Tell an Authentic Story to Build Your Brand
Identify specific and authentic character traits that are factors in consumers’ decisions on what they'll purchase. The more qualities you can list, the more likely you’ll be able to predict their behaviors, preparing you with an approach to meet their needs. Meeting consumers’ needs means making sales.
But for the process to work, you must write the “story.” Otherwise, you’ll continue to think of your prospects in vague or general terms. Your prospects are real people, not a demographic group.
2. Tell a story about how you helped solve a customer's problem. In this scenario, you’re an architect who designed a new office for a business consulting firm. Describe how the business operated before you entered the picture — e.g., clients met with the principal in her living room or at a Starbucks. With the office you created for her, she looks more professional; clients see her as more successful.
Because there are now fewer distractions, she's able to get more work done and increase the number of clients she serves, thereby increasing her revenue. Rather than showing prospects your architecture credentials, or pictures of past work, you're telling them how your work transformed a business, which leads to the real objective — more sales.
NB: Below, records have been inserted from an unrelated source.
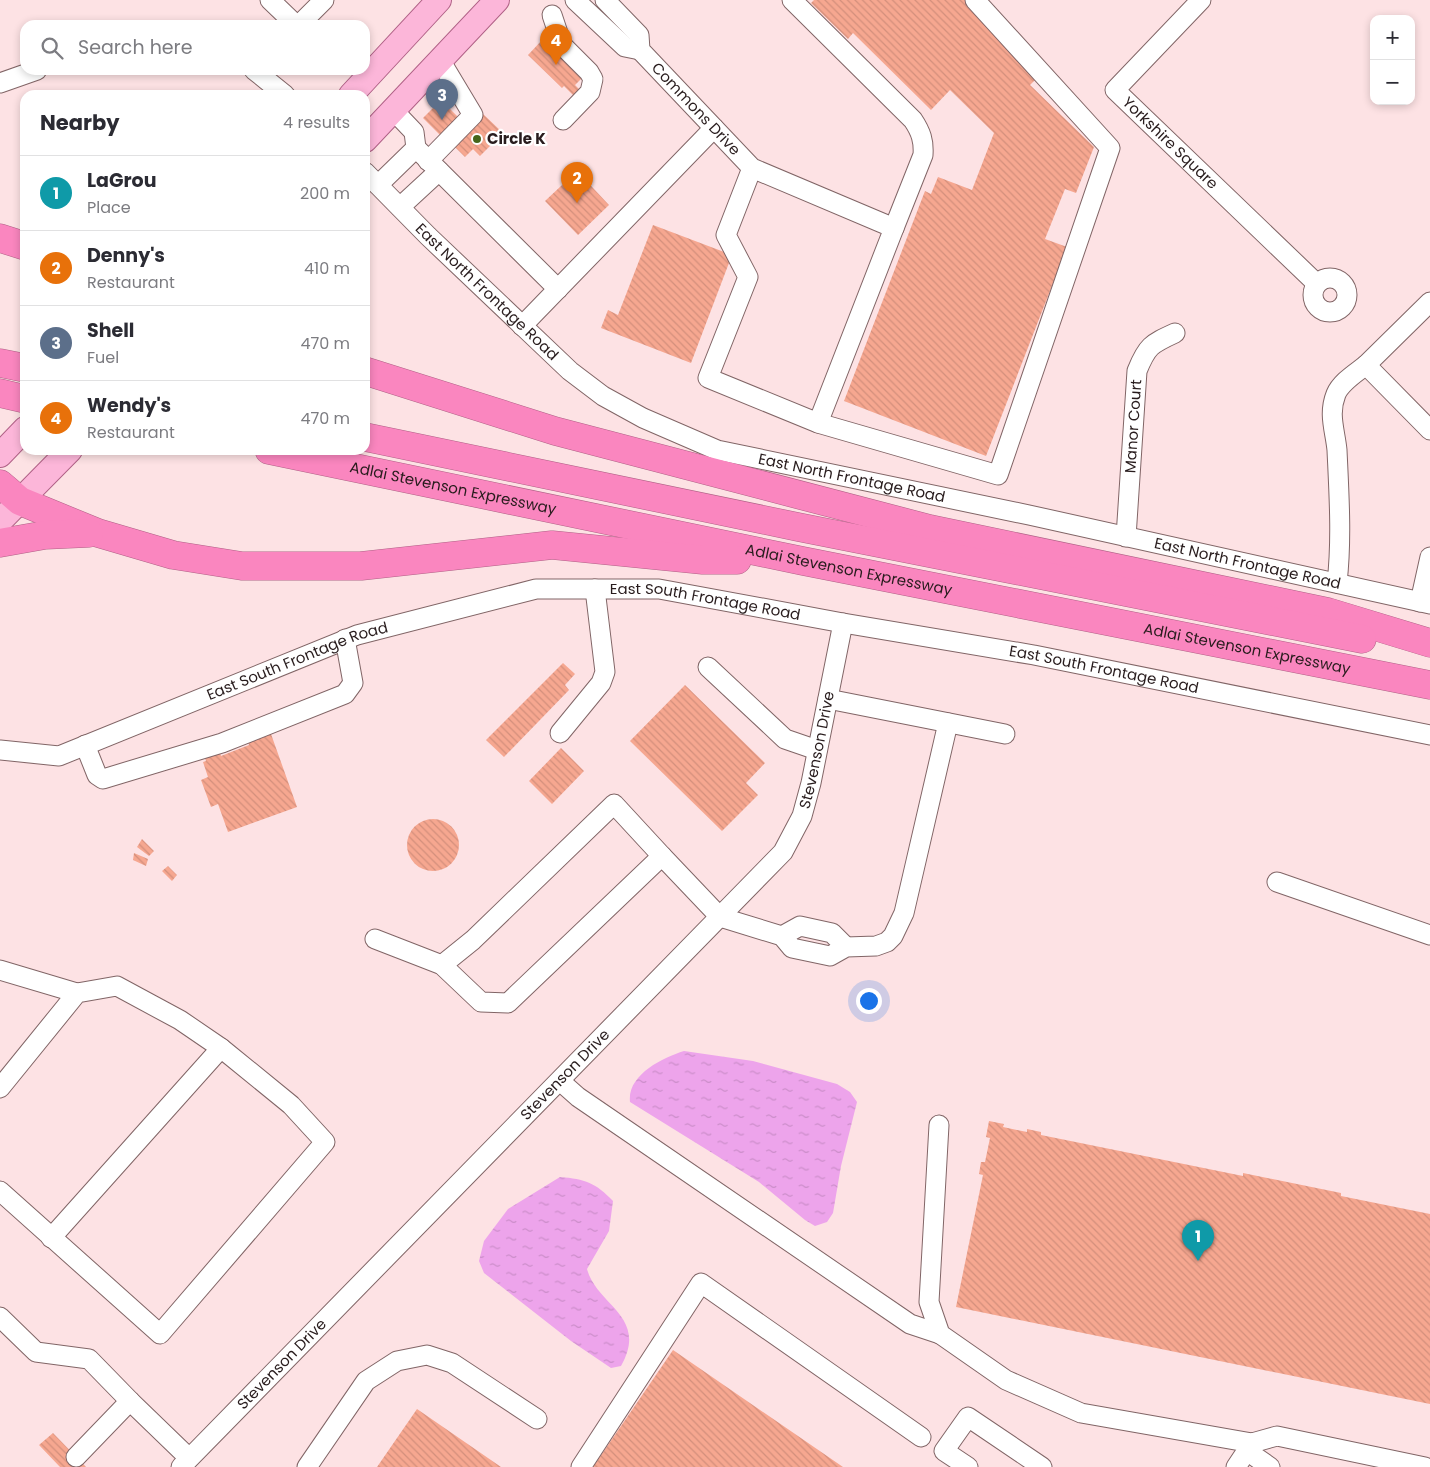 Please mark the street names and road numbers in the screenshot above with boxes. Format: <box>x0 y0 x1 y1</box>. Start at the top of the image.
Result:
street label: Commons Drive <box>647 57 745 160</box>
street label: Yorkshire Square <box>1118 92 1223 194</box>
street label: East North Frontage Road <box>411 218 563 365</box>
street label: Manor Court <box>1119 379 1146 474</box>
street label: East North Frontage Road <box>756 448 947 507</box>
street label: Adlai Stevenson Expressway <box>348 456 559 520</box>
street label: East North Frontage Road <box>1152 532 1343 594</box>
street label: Adlai Stevenson Expressway <box>744 538 955 600</box>
street label: East South Frontage Road <box>610 578 802 625</box>
street label: East South Frontage Road <box>203 617 390 705</box>
street label: Adlai Stevenson Expressway <box>1142 618 1353 679</box>
street label: East South Frontage Road <box>1008 640 1201 698</box>
street label: Stevenson Drive <box>793 689 839 811</box>
street label: Stevenson Drive <box>515 1024 614 1124</box>
street label: Stevenson Drive <box>232 1314 331 1414</box> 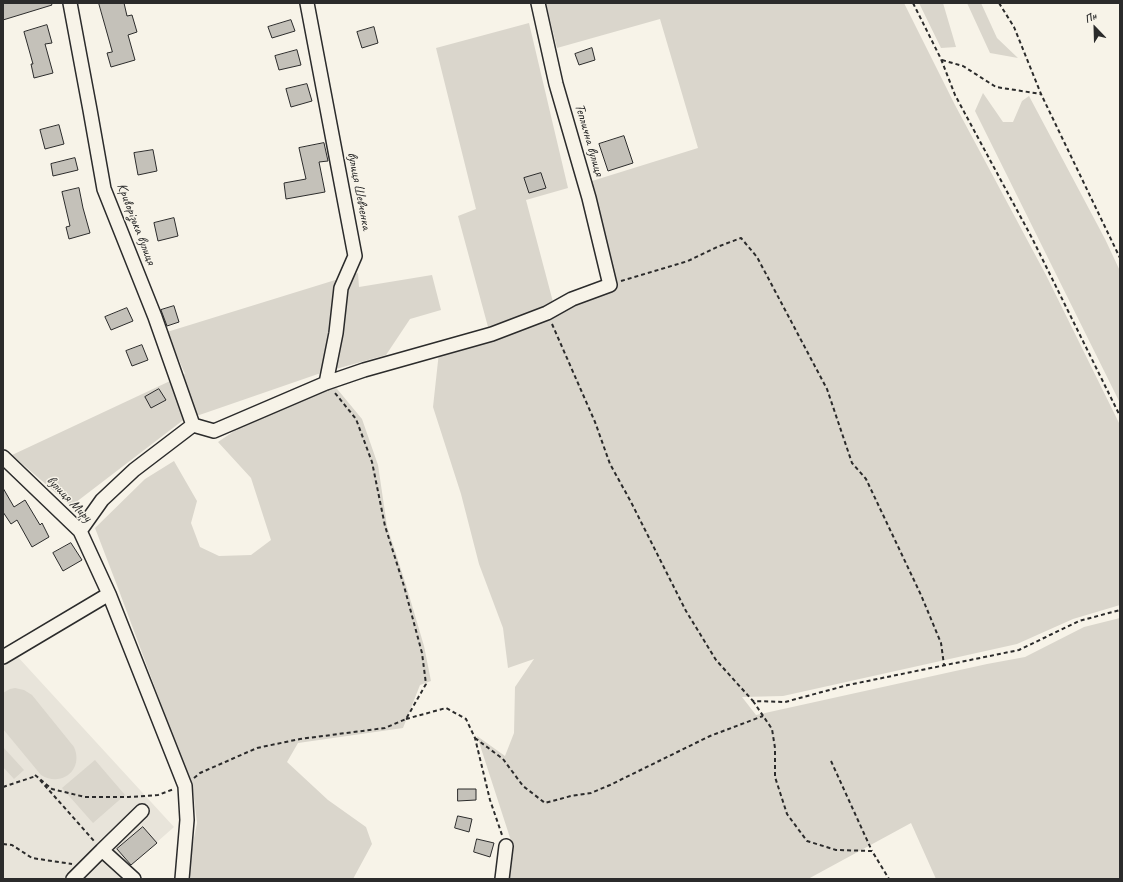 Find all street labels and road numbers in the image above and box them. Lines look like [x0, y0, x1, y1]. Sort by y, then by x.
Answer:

Again, you need to write this in story form — where there’s a beginning, middle and end — because you want readers to see and feel how the business of the character (who is actually a past client) has improved based on your actions. When people read descriptions in this form, it's easier for them to identify with the person being described.
The more they identify with the person, the more they’re likely to hire you. The story takes the reader from being a passive observer to an active participant, which leads him to want to have the same experience. Thus, he’ll want to use your services.